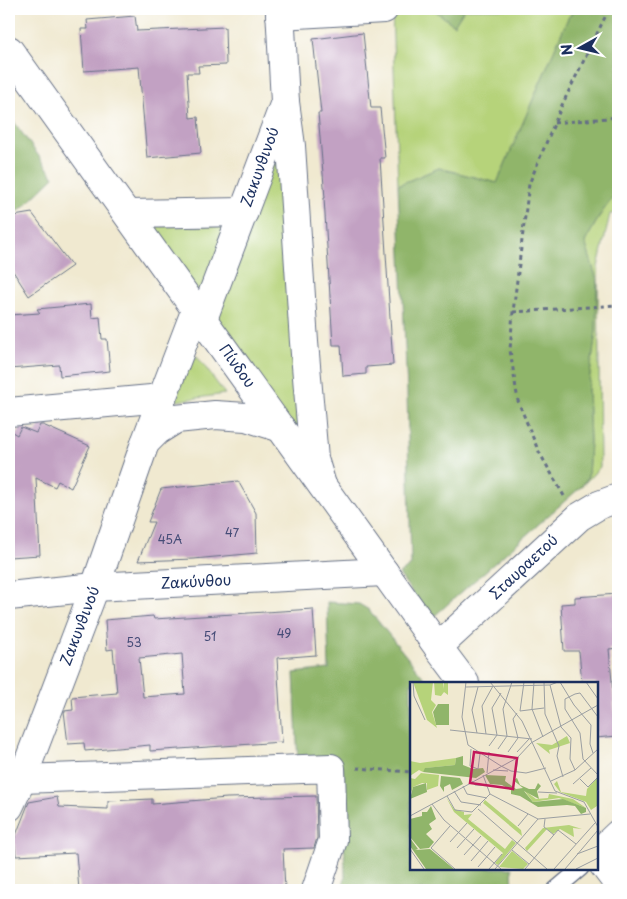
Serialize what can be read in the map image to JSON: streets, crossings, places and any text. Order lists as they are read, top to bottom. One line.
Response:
{"streets":{"street":["Ζακυνθινού","Πίνδου","Σταυραετού","Ζακύνθου"]},"crossings":[["Ζακυνθινού","Πίνδου"],["Ζακυνθινού","Ζακύνθου"],["Πίνδου","Σταυραετού"],["Πίνδου","Ζακύνθου"]],"house_numbers":["47","45Α","49","51","53"],"north":"left"}
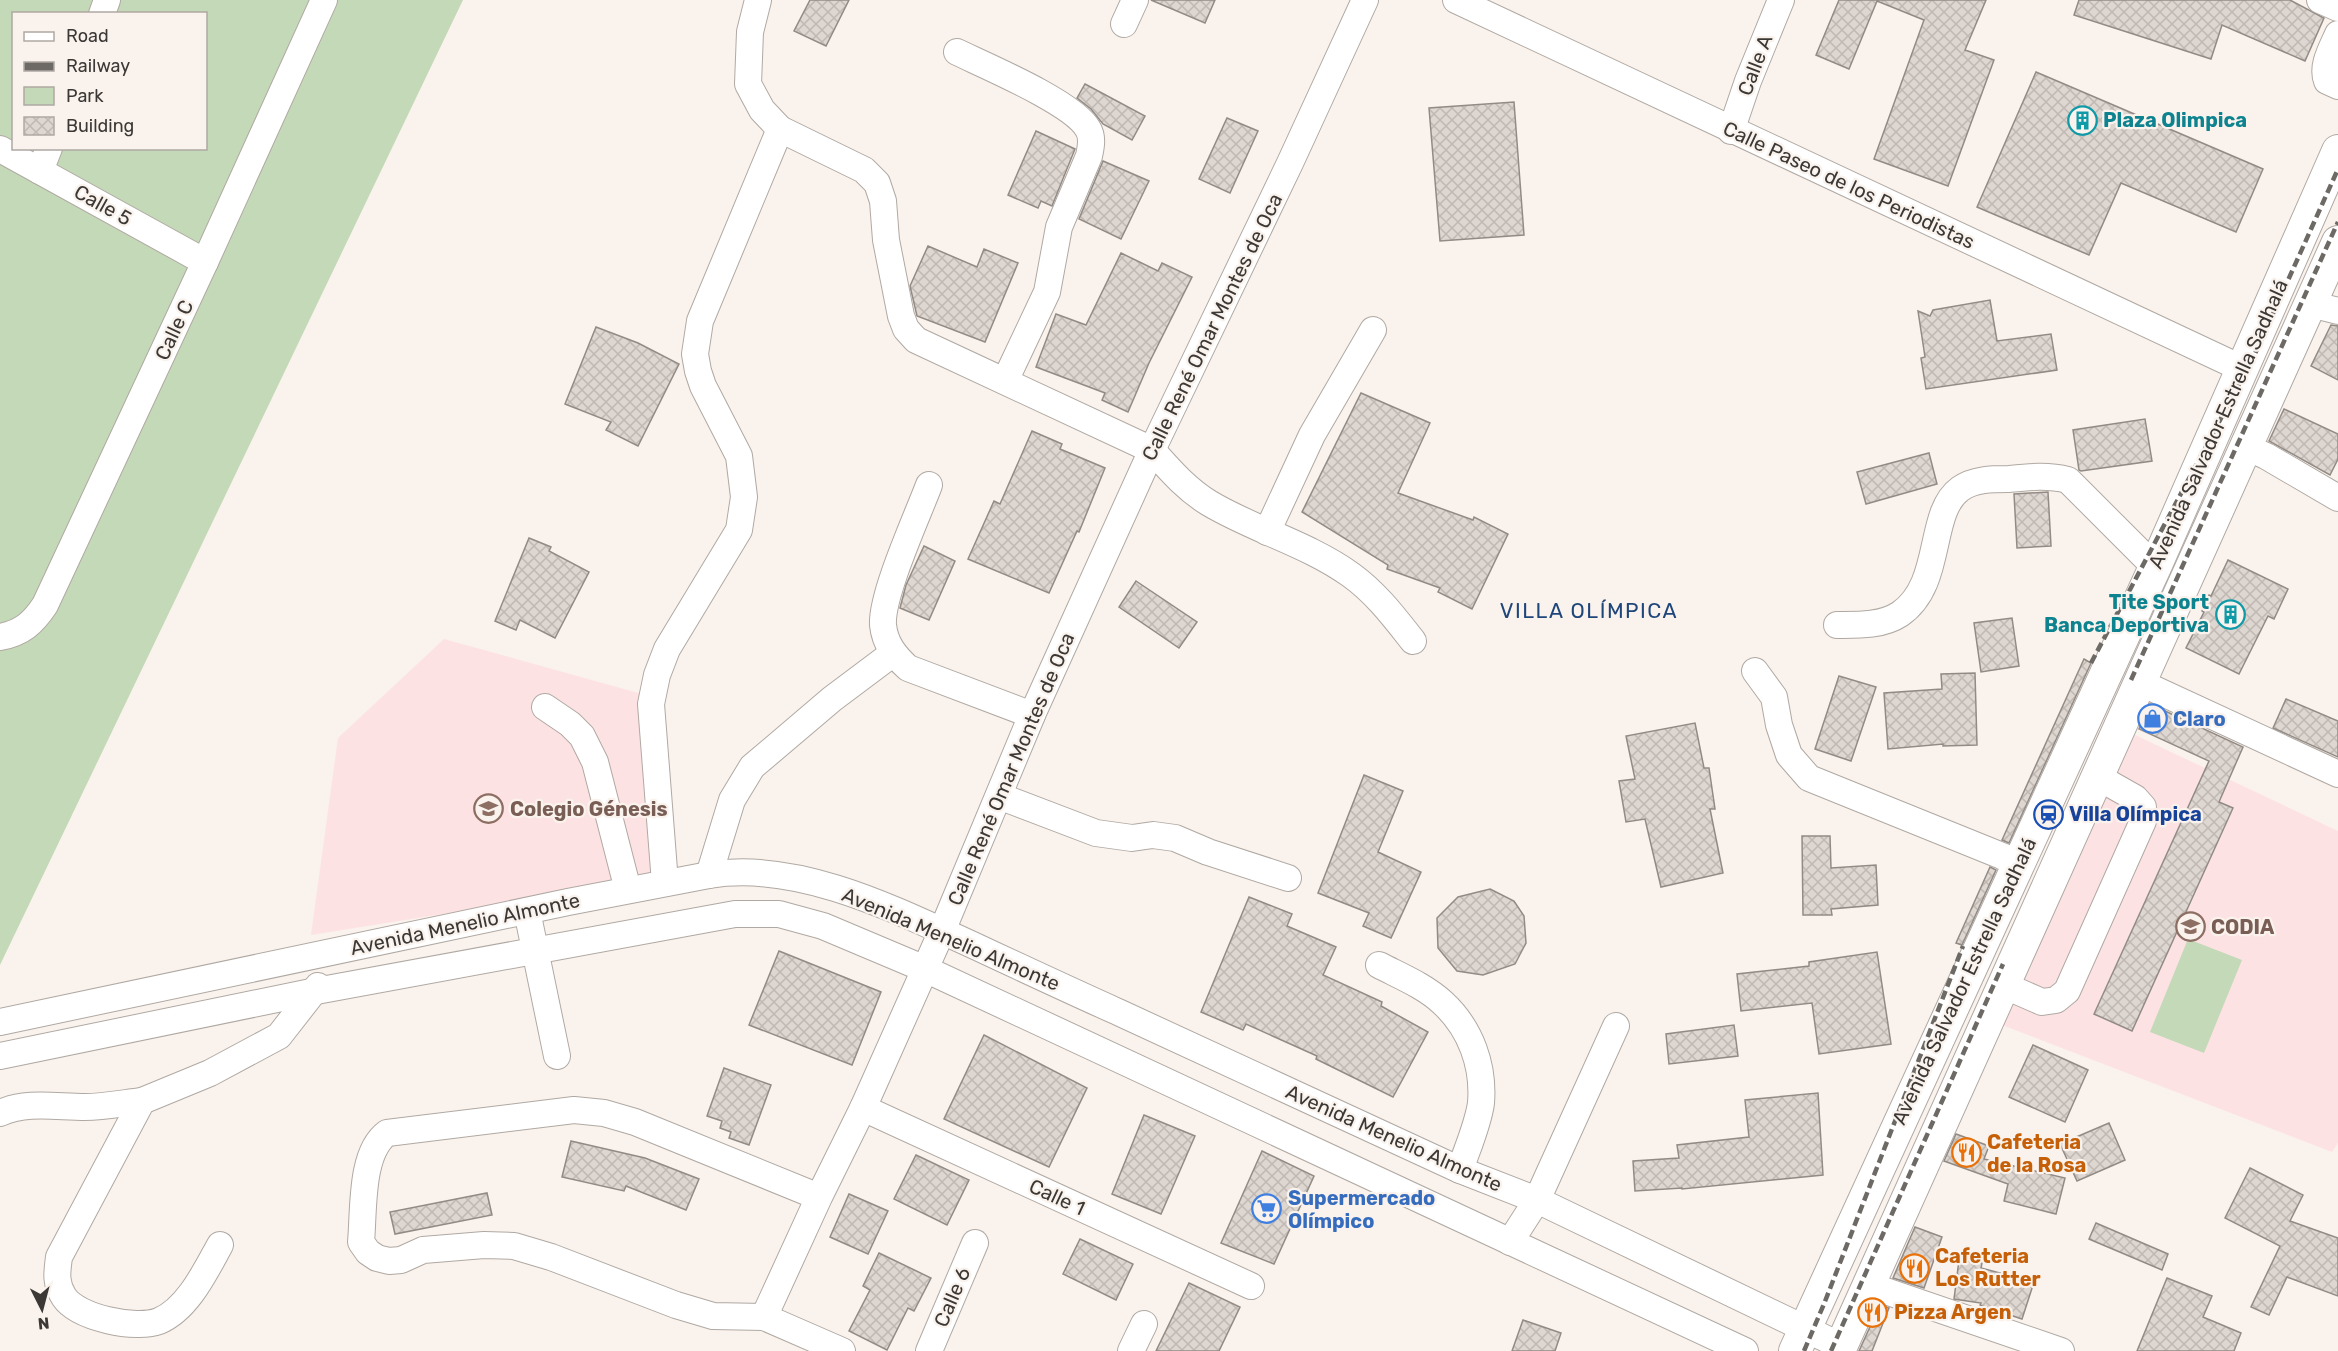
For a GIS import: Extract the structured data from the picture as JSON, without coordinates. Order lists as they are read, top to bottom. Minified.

> [Task description]:
Every line of the material above must be written out exactly, with no pictures.

> [Task output]:
Serialize what can be read in the map image to JSON: streets, crossings, places and any text. Order lists as they are read, top to bottom. One line.
Response:
{"streets":{"street":["Ζακυνθινού","Πίνδου","Σταυραετού","Ζακύνθου"]},"crossings":[["Ζακυνθινού","Πίνδου"],["Ζακυνθινού","Ζακύνθου"],["Πίνδου","Σταυραετού"],["Πίνδου","Ζακύνθου"]],"house_numbers":["47","45Α","49","51","53"],"north":"left"}
For a GIS import: Extract the structured data from the picture as JSON, without coordinates. Order lists as they are read, top to bottom. Minified.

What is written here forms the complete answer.